This Week in D June 28, 2015

Welcome to This Week in D! Each week, we'll summarize what's been going on in the D community and write brief advice columns to help you get the most out of the D Programming Language.

The D Programming Language is a general purpose programming language that offers modern convenience, modeling power, and native efficiency with a familiar C-style syntax.

This Week in D has an RSS feed.

This Week in D is edited by Adam D. Ruppe. Contact me with any questions, comments, or contributions.

Statistics

Next DMD release

A beta for dmd 2.068 was released this week.

DConf 2015

The videos are starting to be released. They can be found on UVU's youtube channel and on the DConf website talk pages.

When they are all finished, I'll make a list here, too.

Open D Jobs

A page has been added to the D Wiki listing open D jobs. Take a look if you're interested, and add yours if you know of one that is available!

In the community

Community announcements

See more at digitalmars.D.announce.

Significant Forum Discussions

std.experimental.color, request reviews introduces a new Phobos proposal for a color module. Also has a discussion on package layout - the old assumption that package.d would be the same as import all seems to be falling apart in actual usage, where it is more valuable to make it be a common subset of the package instead for typical users.
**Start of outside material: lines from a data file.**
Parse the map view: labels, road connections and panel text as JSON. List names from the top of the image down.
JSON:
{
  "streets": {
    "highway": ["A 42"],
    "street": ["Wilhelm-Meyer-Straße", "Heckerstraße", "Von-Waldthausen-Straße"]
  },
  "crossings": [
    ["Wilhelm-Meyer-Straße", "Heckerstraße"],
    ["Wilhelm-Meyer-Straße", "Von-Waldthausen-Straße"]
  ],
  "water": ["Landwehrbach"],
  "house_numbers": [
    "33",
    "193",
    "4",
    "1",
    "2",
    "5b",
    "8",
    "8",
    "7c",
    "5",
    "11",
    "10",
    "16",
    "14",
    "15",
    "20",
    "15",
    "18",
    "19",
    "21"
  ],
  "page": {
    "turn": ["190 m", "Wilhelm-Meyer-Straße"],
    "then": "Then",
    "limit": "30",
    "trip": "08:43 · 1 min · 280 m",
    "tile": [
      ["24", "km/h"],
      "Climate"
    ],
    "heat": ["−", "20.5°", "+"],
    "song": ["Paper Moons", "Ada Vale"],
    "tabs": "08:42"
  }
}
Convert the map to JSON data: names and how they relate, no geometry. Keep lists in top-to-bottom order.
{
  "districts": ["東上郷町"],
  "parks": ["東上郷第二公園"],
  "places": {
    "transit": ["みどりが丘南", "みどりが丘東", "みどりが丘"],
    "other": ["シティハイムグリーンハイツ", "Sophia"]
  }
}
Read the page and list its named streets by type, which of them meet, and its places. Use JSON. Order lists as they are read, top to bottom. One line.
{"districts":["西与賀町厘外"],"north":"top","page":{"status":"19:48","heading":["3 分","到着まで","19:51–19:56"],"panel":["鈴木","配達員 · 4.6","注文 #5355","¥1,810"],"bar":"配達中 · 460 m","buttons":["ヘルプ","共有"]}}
See more at forum.dlang.org and keep up with community blogs at Planet D.

Community Interview

Joakim conducted another interview this month and contributed it to This Week in D, this time with Dmitry Olshansky. The following is their exchange, text provided by Joakim.

Dmitry Olshansky is the author of two of the showcase modules of the D standard library, phobos: std.regex, which provides regular expressions, and std.uni, which provides unicode algorithms.

Q: How was D particularly suited for std.regex or unsuited? I mean how much did the language help you versus holding you back?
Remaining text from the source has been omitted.